Ишь ты как! Возможно, этот азиат с лисьим хвостом на шлеме и не умел говорить по-русски, но материться ему это не мешало. А ведь за такие слова отвечать придется.

— Че ты сказал, сука?! — Грачев тоже уловил в чужой речи знакомое словечко. И без того взбешенный сержант свирепел с каждой секундой.

— … зэрчил нохой! — азиат поставил в перепалке жирную точку.

— Что?! — вскинулся Грачев. — Ты?! Меня?! Куда ты меня послал, тварь узкоглазая?! На что ты меня послал?!

Красный от злости, как вареный рак, он уже поднимал автомат.

— Грач, отставить! — приказал Косов.

Странные незнакомцы были уже обезоружены, и он надеялся утихомирить их без стрельбы.

— Капитан! — Грачев повернулся к Косову. — Да он же…

Низкорослая мохнатая кобылка изловчилась и цапнула за руку утратившего бдительность сержанта.

— Ах, ты с-с-су-у!.. — взвился Грач.

Он с маху залепил калашом лошади по зубам. Та прянула в сторону. Грачев проскользнул мимо, дотянулся-таки до мешка. Рванул завязки…

Нет, в мешке была не наркота. Из баула посыпалось что-то тяжелое, звонкое, поблескивающее тускло-желтым.

Ё-моё! Косов так и застыл на месте. А ведь золото! И похоже, всамделишное! И в таком количестве!
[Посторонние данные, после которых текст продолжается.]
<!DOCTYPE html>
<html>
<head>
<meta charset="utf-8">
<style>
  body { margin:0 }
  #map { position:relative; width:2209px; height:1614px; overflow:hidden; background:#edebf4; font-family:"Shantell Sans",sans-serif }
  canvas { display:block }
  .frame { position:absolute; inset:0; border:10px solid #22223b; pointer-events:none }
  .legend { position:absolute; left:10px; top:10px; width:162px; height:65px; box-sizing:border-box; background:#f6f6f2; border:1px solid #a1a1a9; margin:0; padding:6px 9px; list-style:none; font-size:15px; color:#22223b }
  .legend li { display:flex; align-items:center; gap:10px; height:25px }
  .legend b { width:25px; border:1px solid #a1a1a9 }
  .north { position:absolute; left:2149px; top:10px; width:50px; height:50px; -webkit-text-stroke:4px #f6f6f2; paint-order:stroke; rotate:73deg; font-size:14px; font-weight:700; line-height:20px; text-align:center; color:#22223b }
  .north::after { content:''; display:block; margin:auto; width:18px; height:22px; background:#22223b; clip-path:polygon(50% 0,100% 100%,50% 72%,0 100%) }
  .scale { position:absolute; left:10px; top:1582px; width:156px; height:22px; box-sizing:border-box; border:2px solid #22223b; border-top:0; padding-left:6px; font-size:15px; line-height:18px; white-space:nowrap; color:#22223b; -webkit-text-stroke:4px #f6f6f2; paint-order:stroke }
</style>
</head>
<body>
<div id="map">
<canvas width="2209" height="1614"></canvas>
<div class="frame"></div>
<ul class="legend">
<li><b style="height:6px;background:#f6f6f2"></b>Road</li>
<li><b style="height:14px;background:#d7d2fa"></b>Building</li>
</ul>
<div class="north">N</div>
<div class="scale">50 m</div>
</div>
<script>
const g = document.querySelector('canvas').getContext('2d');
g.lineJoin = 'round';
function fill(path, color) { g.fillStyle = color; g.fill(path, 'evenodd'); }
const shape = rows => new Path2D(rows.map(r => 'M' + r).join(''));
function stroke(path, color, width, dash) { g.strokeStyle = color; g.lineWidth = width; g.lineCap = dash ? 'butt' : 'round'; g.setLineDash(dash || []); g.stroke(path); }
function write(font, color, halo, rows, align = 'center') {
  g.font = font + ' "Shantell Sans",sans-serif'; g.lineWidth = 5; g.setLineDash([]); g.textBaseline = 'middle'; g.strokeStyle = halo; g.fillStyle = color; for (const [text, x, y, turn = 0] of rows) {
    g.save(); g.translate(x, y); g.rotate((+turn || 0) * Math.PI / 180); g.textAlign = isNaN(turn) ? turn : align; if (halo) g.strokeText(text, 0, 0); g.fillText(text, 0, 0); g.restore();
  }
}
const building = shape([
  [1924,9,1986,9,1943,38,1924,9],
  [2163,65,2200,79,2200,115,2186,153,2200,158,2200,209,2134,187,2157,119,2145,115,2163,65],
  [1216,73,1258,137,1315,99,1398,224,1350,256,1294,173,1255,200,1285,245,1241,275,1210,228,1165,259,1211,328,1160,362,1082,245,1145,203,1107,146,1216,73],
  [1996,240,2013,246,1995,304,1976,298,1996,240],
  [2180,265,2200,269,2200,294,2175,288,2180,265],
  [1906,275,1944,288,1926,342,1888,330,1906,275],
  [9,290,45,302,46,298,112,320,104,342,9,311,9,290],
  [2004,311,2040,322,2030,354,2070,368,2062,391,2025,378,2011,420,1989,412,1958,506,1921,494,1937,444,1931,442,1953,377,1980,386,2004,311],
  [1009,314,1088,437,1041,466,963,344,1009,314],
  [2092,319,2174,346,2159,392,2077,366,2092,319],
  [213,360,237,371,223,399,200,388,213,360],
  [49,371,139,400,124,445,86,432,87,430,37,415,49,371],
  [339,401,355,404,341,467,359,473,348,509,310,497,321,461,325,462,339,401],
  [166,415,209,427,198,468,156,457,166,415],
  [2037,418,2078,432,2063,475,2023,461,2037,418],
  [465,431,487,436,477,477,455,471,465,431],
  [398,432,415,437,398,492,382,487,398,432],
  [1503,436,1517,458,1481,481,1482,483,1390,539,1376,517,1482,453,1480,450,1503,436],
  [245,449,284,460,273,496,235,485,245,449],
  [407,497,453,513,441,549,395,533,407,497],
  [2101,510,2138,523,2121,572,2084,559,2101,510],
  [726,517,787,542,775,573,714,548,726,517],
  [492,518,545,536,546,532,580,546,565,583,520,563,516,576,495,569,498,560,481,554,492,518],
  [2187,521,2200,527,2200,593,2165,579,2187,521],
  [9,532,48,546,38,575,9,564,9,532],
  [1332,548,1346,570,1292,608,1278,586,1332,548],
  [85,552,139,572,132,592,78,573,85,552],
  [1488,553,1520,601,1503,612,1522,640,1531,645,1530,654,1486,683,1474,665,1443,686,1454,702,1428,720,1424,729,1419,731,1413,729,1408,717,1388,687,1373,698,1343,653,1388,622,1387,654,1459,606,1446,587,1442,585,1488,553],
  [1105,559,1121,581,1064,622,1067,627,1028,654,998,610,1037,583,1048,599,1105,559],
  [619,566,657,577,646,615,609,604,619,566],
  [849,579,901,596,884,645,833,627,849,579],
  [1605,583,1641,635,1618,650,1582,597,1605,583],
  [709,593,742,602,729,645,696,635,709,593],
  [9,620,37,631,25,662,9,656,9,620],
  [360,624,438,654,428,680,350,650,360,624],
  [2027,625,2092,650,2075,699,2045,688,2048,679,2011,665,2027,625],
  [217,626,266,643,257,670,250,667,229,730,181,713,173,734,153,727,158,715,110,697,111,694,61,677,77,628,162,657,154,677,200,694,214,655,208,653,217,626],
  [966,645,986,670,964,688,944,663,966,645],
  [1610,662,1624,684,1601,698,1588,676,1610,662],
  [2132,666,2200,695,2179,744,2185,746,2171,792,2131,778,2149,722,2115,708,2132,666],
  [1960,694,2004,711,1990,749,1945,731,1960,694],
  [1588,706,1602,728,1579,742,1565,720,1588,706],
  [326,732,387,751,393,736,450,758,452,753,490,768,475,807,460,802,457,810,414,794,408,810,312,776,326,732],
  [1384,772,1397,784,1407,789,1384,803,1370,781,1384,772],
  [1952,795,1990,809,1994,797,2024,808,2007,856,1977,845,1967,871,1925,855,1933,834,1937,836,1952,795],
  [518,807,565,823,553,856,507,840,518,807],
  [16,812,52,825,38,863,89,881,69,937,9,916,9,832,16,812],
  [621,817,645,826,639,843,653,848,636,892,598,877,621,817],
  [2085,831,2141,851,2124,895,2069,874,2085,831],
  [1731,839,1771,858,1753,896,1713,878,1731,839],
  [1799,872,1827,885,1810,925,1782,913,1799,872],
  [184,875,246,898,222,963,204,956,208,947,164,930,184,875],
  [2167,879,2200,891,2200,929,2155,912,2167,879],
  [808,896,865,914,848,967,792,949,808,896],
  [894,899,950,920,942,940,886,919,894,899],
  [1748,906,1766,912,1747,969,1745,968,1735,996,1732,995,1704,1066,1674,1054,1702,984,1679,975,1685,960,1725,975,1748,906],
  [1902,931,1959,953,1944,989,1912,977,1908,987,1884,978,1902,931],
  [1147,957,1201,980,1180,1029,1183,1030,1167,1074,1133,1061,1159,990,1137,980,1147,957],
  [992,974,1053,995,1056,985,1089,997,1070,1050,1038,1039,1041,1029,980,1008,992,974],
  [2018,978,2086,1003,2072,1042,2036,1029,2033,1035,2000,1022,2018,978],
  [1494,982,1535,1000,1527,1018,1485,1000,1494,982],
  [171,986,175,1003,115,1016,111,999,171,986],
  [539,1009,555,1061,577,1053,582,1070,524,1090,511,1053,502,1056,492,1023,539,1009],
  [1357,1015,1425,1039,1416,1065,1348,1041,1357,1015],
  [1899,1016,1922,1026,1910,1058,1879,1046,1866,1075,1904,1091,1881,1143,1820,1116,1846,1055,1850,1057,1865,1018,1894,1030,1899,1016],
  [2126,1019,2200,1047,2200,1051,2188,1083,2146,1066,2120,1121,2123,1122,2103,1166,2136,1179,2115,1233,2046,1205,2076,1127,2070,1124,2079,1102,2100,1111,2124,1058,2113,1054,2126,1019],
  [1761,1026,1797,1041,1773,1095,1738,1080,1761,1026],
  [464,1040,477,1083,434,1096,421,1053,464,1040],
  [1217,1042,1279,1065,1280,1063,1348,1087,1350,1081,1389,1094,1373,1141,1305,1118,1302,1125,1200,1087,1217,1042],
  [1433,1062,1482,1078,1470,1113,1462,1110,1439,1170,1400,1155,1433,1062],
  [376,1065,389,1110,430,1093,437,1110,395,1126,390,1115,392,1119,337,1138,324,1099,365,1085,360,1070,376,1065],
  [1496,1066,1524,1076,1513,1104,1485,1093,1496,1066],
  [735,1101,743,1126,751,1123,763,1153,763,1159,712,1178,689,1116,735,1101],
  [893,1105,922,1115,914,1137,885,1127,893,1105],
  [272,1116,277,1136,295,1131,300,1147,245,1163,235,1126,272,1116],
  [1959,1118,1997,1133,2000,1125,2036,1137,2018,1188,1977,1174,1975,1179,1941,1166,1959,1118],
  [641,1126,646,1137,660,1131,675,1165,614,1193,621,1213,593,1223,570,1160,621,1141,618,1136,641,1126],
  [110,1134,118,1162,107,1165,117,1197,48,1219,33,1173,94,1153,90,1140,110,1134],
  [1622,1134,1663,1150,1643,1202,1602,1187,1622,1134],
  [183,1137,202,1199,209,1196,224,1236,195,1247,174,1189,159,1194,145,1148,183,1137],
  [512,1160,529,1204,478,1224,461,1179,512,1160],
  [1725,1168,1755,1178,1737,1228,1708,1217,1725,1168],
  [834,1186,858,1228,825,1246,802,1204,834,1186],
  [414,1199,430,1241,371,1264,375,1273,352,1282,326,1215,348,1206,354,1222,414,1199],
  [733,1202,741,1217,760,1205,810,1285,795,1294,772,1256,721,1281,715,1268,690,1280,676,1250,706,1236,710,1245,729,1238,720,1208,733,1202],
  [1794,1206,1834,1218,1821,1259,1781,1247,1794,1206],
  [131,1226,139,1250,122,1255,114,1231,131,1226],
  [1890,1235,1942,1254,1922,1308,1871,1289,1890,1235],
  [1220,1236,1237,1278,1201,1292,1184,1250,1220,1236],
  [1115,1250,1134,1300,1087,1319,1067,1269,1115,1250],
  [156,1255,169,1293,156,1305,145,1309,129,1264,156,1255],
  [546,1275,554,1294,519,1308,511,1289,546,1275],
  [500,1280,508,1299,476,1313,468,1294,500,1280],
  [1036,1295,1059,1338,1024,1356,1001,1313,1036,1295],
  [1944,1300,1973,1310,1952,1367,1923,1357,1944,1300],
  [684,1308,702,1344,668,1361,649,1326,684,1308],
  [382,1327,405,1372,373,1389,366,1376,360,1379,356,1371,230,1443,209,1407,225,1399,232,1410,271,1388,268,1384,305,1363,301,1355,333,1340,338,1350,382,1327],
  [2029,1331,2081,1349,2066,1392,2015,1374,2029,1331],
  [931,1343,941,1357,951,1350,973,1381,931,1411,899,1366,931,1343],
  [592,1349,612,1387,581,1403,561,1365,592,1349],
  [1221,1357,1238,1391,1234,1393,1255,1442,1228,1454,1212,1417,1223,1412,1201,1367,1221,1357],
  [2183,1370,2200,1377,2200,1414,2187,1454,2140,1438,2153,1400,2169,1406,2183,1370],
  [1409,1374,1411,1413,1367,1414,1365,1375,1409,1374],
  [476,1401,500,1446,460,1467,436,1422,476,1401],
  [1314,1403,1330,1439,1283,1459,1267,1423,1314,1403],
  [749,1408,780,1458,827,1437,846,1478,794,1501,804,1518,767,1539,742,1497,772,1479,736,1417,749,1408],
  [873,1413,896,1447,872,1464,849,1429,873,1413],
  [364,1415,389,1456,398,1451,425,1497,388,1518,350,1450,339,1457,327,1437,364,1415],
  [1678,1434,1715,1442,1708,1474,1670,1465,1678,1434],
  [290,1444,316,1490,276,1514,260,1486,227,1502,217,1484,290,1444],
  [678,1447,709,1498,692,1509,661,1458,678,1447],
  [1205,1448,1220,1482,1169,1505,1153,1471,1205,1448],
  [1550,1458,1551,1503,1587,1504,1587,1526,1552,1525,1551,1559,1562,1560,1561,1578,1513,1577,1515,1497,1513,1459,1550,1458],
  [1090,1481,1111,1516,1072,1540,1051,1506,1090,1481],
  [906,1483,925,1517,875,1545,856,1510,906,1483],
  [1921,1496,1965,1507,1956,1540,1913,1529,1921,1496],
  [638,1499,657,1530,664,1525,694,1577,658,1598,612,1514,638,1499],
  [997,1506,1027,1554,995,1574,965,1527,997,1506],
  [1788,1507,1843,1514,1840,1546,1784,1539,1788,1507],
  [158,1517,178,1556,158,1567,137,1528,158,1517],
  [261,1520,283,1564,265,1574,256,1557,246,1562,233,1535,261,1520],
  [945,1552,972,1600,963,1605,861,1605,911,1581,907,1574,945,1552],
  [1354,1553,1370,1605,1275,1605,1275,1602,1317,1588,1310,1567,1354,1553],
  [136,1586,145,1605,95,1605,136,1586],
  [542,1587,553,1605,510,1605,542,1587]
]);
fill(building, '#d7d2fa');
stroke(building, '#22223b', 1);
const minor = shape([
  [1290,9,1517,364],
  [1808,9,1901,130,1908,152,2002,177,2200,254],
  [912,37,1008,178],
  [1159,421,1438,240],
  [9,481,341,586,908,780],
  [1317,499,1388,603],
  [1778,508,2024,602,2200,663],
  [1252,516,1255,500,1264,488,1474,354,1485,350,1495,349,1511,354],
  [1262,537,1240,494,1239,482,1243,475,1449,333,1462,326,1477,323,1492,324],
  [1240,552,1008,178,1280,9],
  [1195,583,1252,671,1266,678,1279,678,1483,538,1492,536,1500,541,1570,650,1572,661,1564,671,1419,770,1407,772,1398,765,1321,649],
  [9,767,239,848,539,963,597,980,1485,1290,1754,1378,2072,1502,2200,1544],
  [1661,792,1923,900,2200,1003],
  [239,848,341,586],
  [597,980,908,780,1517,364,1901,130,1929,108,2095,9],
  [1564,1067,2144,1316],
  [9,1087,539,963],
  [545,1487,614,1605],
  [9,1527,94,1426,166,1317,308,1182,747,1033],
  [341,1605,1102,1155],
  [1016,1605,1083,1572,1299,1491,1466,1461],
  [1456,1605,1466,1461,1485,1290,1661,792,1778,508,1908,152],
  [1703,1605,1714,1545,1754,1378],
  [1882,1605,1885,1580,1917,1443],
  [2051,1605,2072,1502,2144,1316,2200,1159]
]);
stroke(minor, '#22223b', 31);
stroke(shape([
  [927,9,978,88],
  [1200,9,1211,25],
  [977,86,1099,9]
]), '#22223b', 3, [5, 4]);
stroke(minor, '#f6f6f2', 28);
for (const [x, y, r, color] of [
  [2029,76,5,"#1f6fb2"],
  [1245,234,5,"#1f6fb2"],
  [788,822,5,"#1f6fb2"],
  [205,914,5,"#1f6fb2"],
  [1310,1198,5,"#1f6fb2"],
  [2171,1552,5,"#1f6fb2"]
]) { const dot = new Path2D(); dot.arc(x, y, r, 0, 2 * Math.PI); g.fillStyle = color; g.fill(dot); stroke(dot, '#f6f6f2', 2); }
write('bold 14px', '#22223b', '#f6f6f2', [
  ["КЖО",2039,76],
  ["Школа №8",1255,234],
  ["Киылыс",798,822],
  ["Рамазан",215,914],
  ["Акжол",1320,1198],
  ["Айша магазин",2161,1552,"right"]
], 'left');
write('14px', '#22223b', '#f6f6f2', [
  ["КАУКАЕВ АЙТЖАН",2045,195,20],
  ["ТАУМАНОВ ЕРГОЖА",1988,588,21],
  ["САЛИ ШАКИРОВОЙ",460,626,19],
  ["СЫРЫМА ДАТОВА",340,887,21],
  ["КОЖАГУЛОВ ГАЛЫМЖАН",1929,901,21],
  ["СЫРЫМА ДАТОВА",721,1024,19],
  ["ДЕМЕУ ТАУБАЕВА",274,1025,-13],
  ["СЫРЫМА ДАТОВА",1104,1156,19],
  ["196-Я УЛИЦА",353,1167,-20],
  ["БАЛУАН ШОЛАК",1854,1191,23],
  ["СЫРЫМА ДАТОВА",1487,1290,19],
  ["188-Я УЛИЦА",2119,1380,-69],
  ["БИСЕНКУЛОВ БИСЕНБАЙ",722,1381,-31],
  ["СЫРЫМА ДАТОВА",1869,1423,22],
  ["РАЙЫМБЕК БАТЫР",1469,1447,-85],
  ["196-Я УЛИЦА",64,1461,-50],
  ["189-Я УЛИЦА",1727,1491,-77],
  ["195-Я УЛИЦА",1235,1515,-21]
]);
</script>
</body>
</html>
Кубки, чаши, монеты, браслеты, серьги, пара кинжалов в разукрашенных драгоценными камнями золотых ножнах. Все — большое, массивное, грубой работы, но при этом с особым тщанием исполненное. На вид — старинное, как из музея или из вскрытого древнего захоронения, но удивительно хорошо сохранившееся. Впрочем, даже если это и новодел, содержимое мешка все равно стоило целого состояния.

— Ох, них-х-х! — выдохнул Грачев. — 3-з-золото!

Он тряхнул кожаный баул еще раз.

На этот раз вместе со звенящей россыпью на асфальт выпал заскорузлый сверток в темных пятнах. Из свертка выкатилось что-то круглое, перепачканное, лохматое, похожее на комок шерсти и на…

М-м-мать твою! Косов невольно отступил от ткнувшегося в ноги грязного шара с белым лицом.

И на голову похожее! На отрубленную, измазанную кровью, облепленную пылью… Да нет, какое там похожее! Это определенно был не муляж. Это была самая настоящая человеческая голова. Такая же настоящая, как золото, валявшееся на асфальте под конскими копытами. Как меч, хранивший на заточенном лезвии зазубрины от страшных ударов.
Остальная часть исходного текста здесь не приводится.